◆ **YOUR GOAL**
Each line of the listing that includes "linejoin" should be reported.

◆ **INFORMATION PROVIDED**
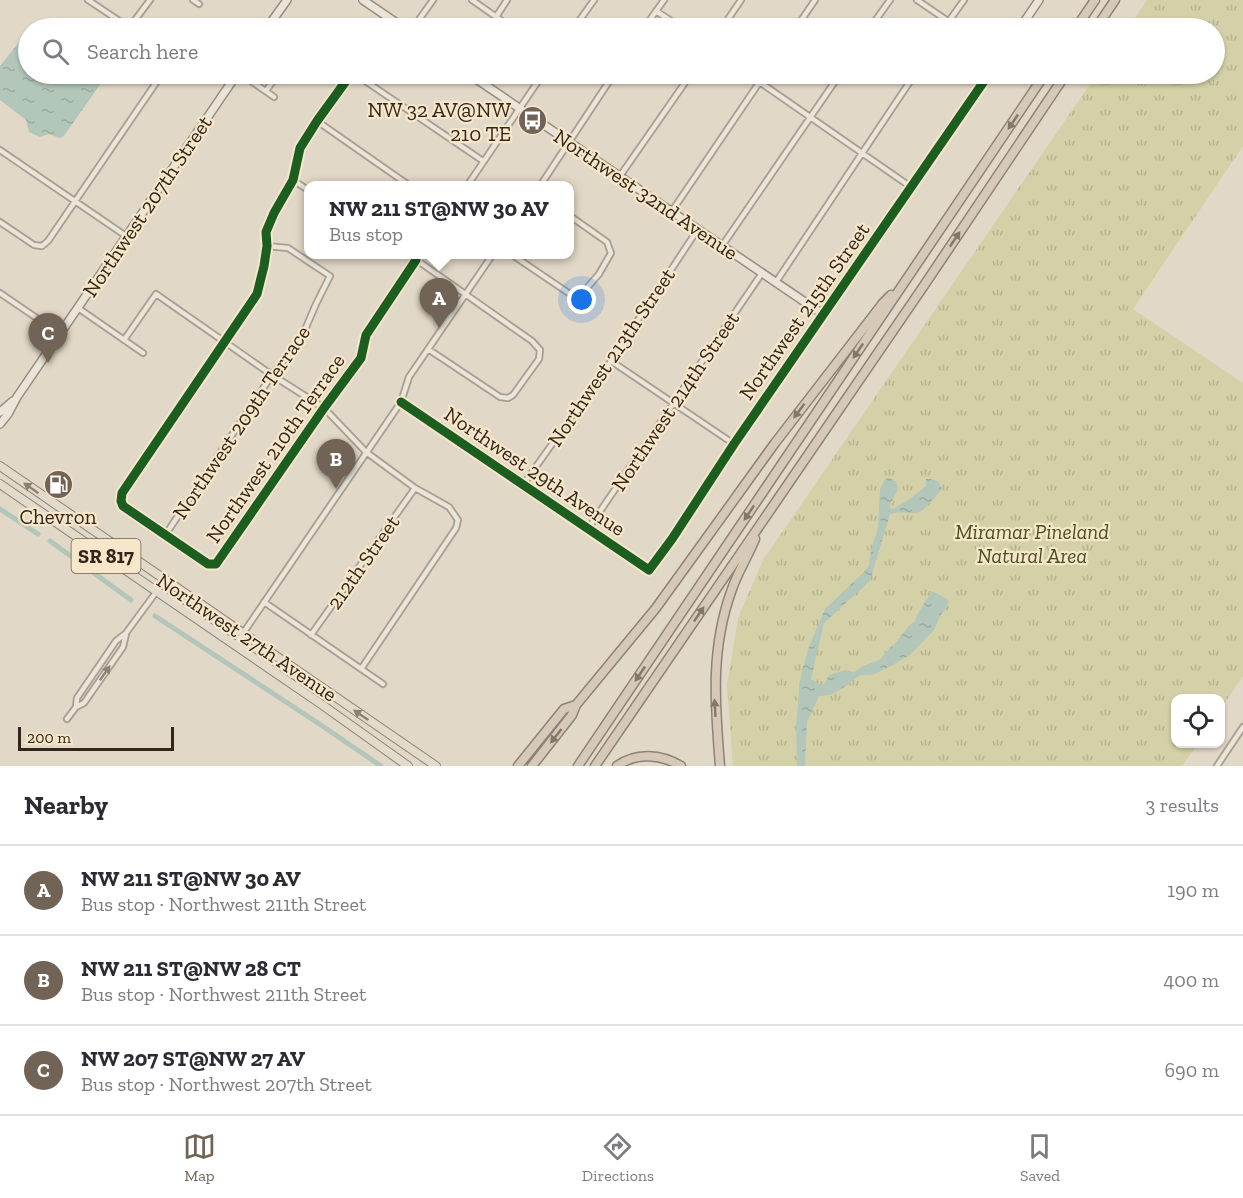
<!DOCTYPE html>
<meta charset="utf-8">
<style>
body{margin:0;font-family:"Zilla Slab",serif;background:#f2f2f3;color:#2b2b33}
.controls{position:absolute;right:18px;bottom:18px;display:grid;overflow:hidden;border-radius:12px;box-shadow:0 2px 4px #0004}
.controls button{width:54px;height:54px;display:grid;place-items:center;padding:0;border:0;border-bottom:2px solid #e1e1e2;background:#fff;color:#2b2b33;font:30px sans-serif}
.scale{position:absolute;left:18px;bottom:15px;width:156px;box-sizing:border-box;padding-left:6px;border:3px solid #34251a;border-top:0;font-size:16px;line-height:21px;white-space:nowrap;color:#34251a;-webkit-text-stroke:4px #f6e7ca;paint-order:stroke}
.you{position:absolute;left:582px;top:300px;width:21px;height:21px;margin:-15px;border:4px solid #fff;border-radius:50%;background:#1a73e8;box-shadow:0 0 0 9px #1a73e833}
.badge{display:grid;place-items:center;width:39px;height:39px;border-radius:50%;background:#716457;color:#fff;font-size:20px;font-weight:700}
.pin{position:absolute;translate:-50% -50px;filter:drop-shadow(0 2px 3px #0008)}
.pin::after{content:'';position:absolute;top:32px;width:21px;height:18px;background:inherit;clip-path:polygon(0 0,100% 0,50% 100%)}
.popup{position:absolute;left:304px;top:181px;width:270px;height:78px;box-sizing:border-box;display:grid;place-content:center;border-radius:12px;background:#fff;filter:drop-shadow(0 2px 4px #0005);font-size:20px;white-space:nowrap;color:#7c7c81}
.popup b{font-size:22px;color:#2b2b33}
.popup::after{content:'';position:absolute;left:50%;top:100%;margin-left:-12px;border:12px solid transparent;border-top-color:#fff}
.list{margin:0;padding:0;list-style:none}
h2{display:flex;justify-content:space-between;align-items:center;height:78px;margin:0;padding:0 24px;font-size:26px}
h2 small{font-size:20px;font-weight:400;color:#7c7c81}
.list li{display:grid;grid-template-columns:39px 1fr auto;gap:18px;align-items:center;box-sizing:border-box;height:90px;padding:0 24px;border-top:2px solid #e1e1e2}
.list b{display:block;font-size:22px;white-space:nowrap}
.list p{margin:0;font-size:20px;white-space:nowrap;color:#7c7c81}
.list em{font-size:20px;font-style:normal;color:#7c7c81}
.icon{flex:none;width:33px;height:33px;fill:none;stroke:currentColor;stroke-width:2;stroke-linecap:round;stroke-linejoin:round}
.map{position:relative;flex:none;width:1243px;height:766px;overflow:hidden}
.search{position:absolute;background:#fff;box-shadow:0 2px 4px #0004;left:18px;right:18px;top:18px;height:66px;display:flex;align-items:center;gap:15px;box-sizing:border-box;padding:0 21px;border-radius:33px;color:#7c7c81;font-size:22px}
.sheet{height:348px;background:#fff}
nav{display:flex;justify-content:space-around;align-items:center;box-sizing:border-box;height:84px;border-top:2px solid #e1e1e2;background:#fff;font-size:16px;color:#7c7c81}
nav a{display:grid;justify-items:center;gap:3px}
nav .on{color:#716457}
.map>svg:first-child{display:block}
.park{fill:url(#park-tufts)}
.water{fill:url(#water-ripples)}
.lines{fill:none;stroke-linecap:round;stroke-linejoin:round}
.canal{stroke:#b3c6ba;stroke-width:5}
.street-casing{stroke:#a79d91;stroke-width:8}
.secondary-casing{stroke:#968d81;stroke-width:10}
.primary-casing{stroke:#8c8378;stroke-width:10}
.highway-casing{stroke:#8c8378;stroke-width:11}
.street{stroke:#eae4d9;stroke-width:4.5}
.secondary{stroke:#eae4d9;stroke-width:7}
.primary{stroke:#e2daca;stroke-width:8}
.highway{stroke:#d6c9b8;stroke-width:8}
.cycleway-casing{stroke:#f6e7ca;stroke-width:13}
.cycleway{stroke:#1b5e20;stroke-width:9}
.oneway{fill:#857769}
.oneway2{fill:#8b8072}
.oneway3{fill:#8f847a}
.labels{text-anchor:middle;dominant-baseline:central;stroke-width:4.5;stroke-linejoin:round;paint-order:stroke}
.shield{fill:#f6e7ca;stroke:#6e5f4f;stroke-width:1.5}
.shield-label{font-size:20px;font-weight:bold;fill:#34251a}
.poi-label{font-size:21px;fill:#34251a;stroke:#f6e7ca;text-anchor:end}
.street-label{font-size:21px;fill:#34251a;stroke:#f6e7ca}
.park-label{font-size:21px;font-style:italic;fill:#475120;stroke:#f6e7ca}
</style>
<div class="map">
<svg width="1243" height="766" viewBox="0 0 1243 766">
<defs>
<pattern id="park-tufts" width="24" height="20" patternUnits="userSpaceOnUse" patternTransform="scale(1.5)"><rect width="24" height="20" fill="#d4d1a8"/><path d="M3 7l-1-3M5 7V3M7 7l1-3M15 17l-1-3M17 17v-4M19 17l1-3" fill="none" stroke="#b7b390"/></pattern>
<pattern id="water-ripples" width="26" height="14" patternUnits="userSpaceOnUse" patternTransform="scale(1.5)"><rect width="26" height="14" fill="#b3c6ba"/><path d="M2 4q2-2 4 0t4 0M15 11q2-2 4 0t4 0" fill="none" stroke="#9baa9f"/></pattern>
</defs>
<rect width="100%" height="100%" fill="#e2d8c7"/>
<path class="park" d="M1147 0H1243V146L1133 309 1243 383V676L1221 709 1220 698H1176V744H1198L1182 766H733L727 685 738 618 763 560 1097 74H1214V28H1128Z"/>
<path class="water" d="M28 31V74H104L102 82 63 137 59 138 49 134 40 137 29 132 26 120 0 100V66Z
M890 478 896 482 898 489 889 507 893 509 911 498 926 486V479H931L939 482 942 489C936 496 924 512 916 513 906 514 900 510 890 514L870 581 824 623 811 679 821 685 825 683 829 675 846 670 854 672 863 666 881 659C886 650 895 645 901 636 906 630 908 625 915 621L917 615 932 591 949 600 946 608 940 616 934 630 910 655 889 667 872 675H860L846 686 831 695 819 696 807 722 805 766H797L796 726 799 694V684L808 649 825 609 865 571 869 565 871 550 878 528 880 489 885 479Z"/>
<g class="lines">
<path class="canal" d="M0 509 38 534
M50 541 131 600
M155 616 318 723 381 766"/>
<defs>
<path id="street" d="M88 0 130 28
M193 0 199 4
M472 0 512 28
M917 0 958 28
M656 11 682 28
M496 17 507 0
M271 23 280 28
M129 28 150 0
M381 28 388 18
M413 28 433 0
M574 28 594 0
M644 28 664 0
M722 28 741 0
M796 28 815 0
M870 28 890 0
M944 28 964 0
M241 74 274 97
M351 74 317 121 300 148 293 180 274 213 266 232 267 246 264 266 257 294 122 493 121 501 123 506 208 564H216L324 408 361 358 366 335 416 260
M355 74 483 161
M748 74 911 187
M266 91 278 74
M317 121 410 186
M0 150 126 236
M620 176 691 74
M293 180 308 190
M467 186 543 74
M540 186 614 74
M672 211 765 74
M0 222 34 245 42 246 48 241 162 74
M722 246 840 74
M408 254 532 341 540 350 539 359 513 395 508 398 500 397 428 349
M511 254 570 294 586 289 599 274 611 253 607 242 570 216
M776 282 915 74
M0 293 60 334
M78 308 143 353
M124 340 156 294 272 375 324 408 366 452 415 488 449 507 458 520 456 528 361 669
M611 361 734 444
M401 402 649 570
M523 485 611 361 698 229
M588 529 762 273
M166 534 272 375 301 339 316 304 330 276 288 248 267 246
M264 602 383 684
M311 635 415 488
M235 645 401 402 409 377 493 254
M76 707 84 703 123 647 126 634
M67 719 76 707 77 698 116 641 126 633 165 580
M1217 766 1243 727"/>
<path id="secondary" d="M363 0 404 28
M267 28 287 0
M1020 28 1039 0
M469 74 824 315
M0 412 13 401
M0 424 8 414 17 397 237 74
M649 570 672 539 734 444 989 74"/>
<path id="primary" d="M0 466 436 766
M0 484 321 704 408 766"/>
<path id="highway" d="M1076 28 1095 0
M1096 28 1115 0
M518 766 564 709 576 705
M532 766 572 715 576 705 656 608 775 443 883 303 891 295
M578 766 1045 74
M595 766 923 287 1066 74
M617 766C636 752 661 754 681 766
M720 766C715 704 710 649 732 589 738 572 748 556 755 539"/>
</defs>
<use href="#street" class="street-casing"/>
<use href="#secondary" class="secondary-casing"/>
<use href="#primary" class="primary-casing"/>
<use href="#highway" class="highway-casing"/>
<use href="#street" class="street"/>
<use href="#secondary" class="secondary"/>
<use href="#primary" class="primary"/>
<use href="#highway" class="highway"/>
<defs>
<path id="cycleway" d="M351 74 317 121 300 148 293 180 274 213 266 232 267 246 264 266 257 294 122 493 121 501 123 506 208 564H216L324 408 361 358 366 335 416 260
M401 402 649 570 672 539 734 444 989 74"/>
</defs>
<use href="#cycleway" class="cycleway-casing"/>
<use href="#cycleway" class="cycleway"/>
</g>
<defs><path id="oneway-solid" d="M-6-.8H1V-3.2L6.5 0L1 3.2V.8H-6Z" transform="scale(1.5)"/></defs>
<g class="oneway">
<use href="#oneway-solid" transform="translate(1013 122) rotate(124)"/>
<use href="#oneway-solid" transform="translate(955 239) rotate(-56)"/>
<use href="#oneway-solid" transform="translate(858 351) rotate(124)"/>
<use href="#oneway-solid" transform="translate(799 411) rotate(127)"/>
<use href="#oneway-solid" transform="translate(749 513) rotate(124)"/>
<use href="#oneway-solid" transform="translate(699 614) rotate(-56)"/>
<use href="#oneway-solid" transform="translate(640 674) rotate(124)"/>
<use href="#oneway-solid" transform="translate(715 708) rotate(-93)"/>
<use href="#oneway-solid" transform="translate(556 736) rotate(128)"/>
</g>
<g class="oneway2">
<use href="#oneway-solid" transform="translate(31 488) rotate(-145)"/>
<use href="#oneway-solid" transform="translate(361 715) rotate(-146)"/>
</g>
<use class="oneway3" href="#oneway-solid" transform="translate(105 673) rotate(-55)"/>
<defs>
<symbol id="bus-disc" viewBox="-11 -11 22 22"><circle r="9.5" fill="#716457" stroke="#f6e7ca"/><path d="M-5-6H5V4H4V6H2V4H-2V6H-4V4H-5ZM-3.5-4V0h7V-4ZM-3.5 1.2v1.5H-2V1.2ZM2 1.2v1.5H3.5V1.2Z" fill="#fff"/></symbol>
<symbol id="fuel-disc" viewBox="-11 -11 22 22"><circle r="9.5" fill="#716457" stroke="#f6e7ca"/><path d="M-5.5-6h7V0h2V4h1.3V-2.5L3-4.5l.8-.8L6-3V5H2.5V1h-1V6h-7ZM-4.2-4.7v3.2H.2V-4.7Z" fill="#fff"/></symbol>
</defs>
<g fill-rule="evenodd">
<use href="#bus-disc" x="516" y="104" width="33" height="33"/>
<use href="#fuel-disc" x="42" y="468" width="33" height="33"/>
</g>
<g class="labels">
<rect class="shield" x="71.5" y="539" width="69" height="34" rx="4.5"/>
<g class="shield-label">
<text x="106" y="556">SR 817</text>
</g>
<g class="poi-label">
<text x="511" y="109">NW 32 AV@NW<tspan x="511" dy="24">210 TE</tspan></text>
<text x="58" y="516" text-anchor="middle">Chevron</text>
</g>
<g class="street-label">
<text transform="translate(646 194) rotate(34)">Northwest 32nd Avenue</text>
<text transform="translate(147 206) rotate(-56)">Northwest 207th Street</text>
<text transform="translate(804 311) rotate(-55)">Northwest 215th Street</text>
<text transform="translate(611 357) rotate(-56)">Northwest 213th Street</text>
<text transform="translate(675 401) rotate(-56)">Northwest 214th Street</text>
<text transform="translate(241 422) rotate(-56)">Northwest 209th Terrace</text>
<text transform="translate(275 448) rotate(-55)">Northwest 210th Terrace</text>
<text transform="translate(535 471) rotate(34)">Northwest 29th Avenue</text>
<text transform="translate(363 562) rotate(-55)">212th Street</text>
<text transform="translate(247 637) rotate(34)">Northwest 27th Avenue</text>
</g>
<g class="park-label">
<text x="1032" y="531">Miramar Pineland<tspan x="1032" dy="24">Natural Area</tspan></text>
</g>
</g>
</svg>
<div class="controls">
<button><svg class="icon" aria-label="locate" viewBox="0 0 24 24"><circle cx="12" cy="12" r="6"/><path d="M12 2v4M12 18v4M2 12h4M18 12h4"/></svg></button>
</div>
<div class="scale">200 m</div>
<div class="you"></div>
<div class="pin badge" style="left:439px;top:328px">A</div>
<div class="popup"><b>NW 211 ST@NW 30 AV</b>Bus stop</div>
<div class="pin badge" style="left:336px;top:489px">B</div>
<div class="pin badge" style="left:48px;top:363px">C</div>
<div class="search"><svg class="icon" aria-label="search" viewBox="0 0 24 24"><circle cx="10" cy="10" r="6"/><path d="M15 15l6 6"/></svg>Search here</div>
</div>
<section class="sheet">
<h2>Nearby<small>3 results</small></h2>
<ul class="list">
<li><span class="badge">A</span><div><b>NW 211 ST@NW 30 AV</b><p>Bus stop · Northwest 211th Street</p></div><em>190 m</em></li>
<li><span class="badge">B</span><div><b>NW 211 ST@NW 28 CT</b><p>Bus stop · Northwest 211th Street</p></div><em>400 m</em></li>
<li><span class="badge">C</span><div><b>NW 207 ST@NW 27 AV</b><p>Bus stop · Northwest 207th Street</p></div><em>690 m</em></li>
</ul>
</section>
<nav>
<a class="on"><svg class="icon" aria-label="map" viewBox="0 0 24 24"><path d="M3 6l6-2 6 2 6-2v14l-6 2-6-2-6 2zM9 4v14M15 6v14"/></svg>Map</a>
<a><svg class="icon" aria-label="directions" viewBox="0 0 24 24"><path d="M12 3l9 9-9 9-9-9zM9 14v-3h6M13 9l2 2-2 2"/></svg>Directions</a>
<a><svg class="icon" aria-label="saved" viewBox="0 0 24 24"><path d="M7 4h10v16l-5-4-5 4z"/></svg>Saved</a>
</nav>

◆ **TASK SOLUTION**
.icon{flex:none;width:33px;height:33px;fill:none;stroke:currentColor;stroke-width:2;stroke-linecap:round;stroke-linejoin:round}
.lines{fill:none;stroke-linecap:round;stroke-linejoin:round}
.labels{text-anchor:middle;dominant-baseline:central;stroke-width:4.5;stroke-linejoin:round;paint-order:stroke}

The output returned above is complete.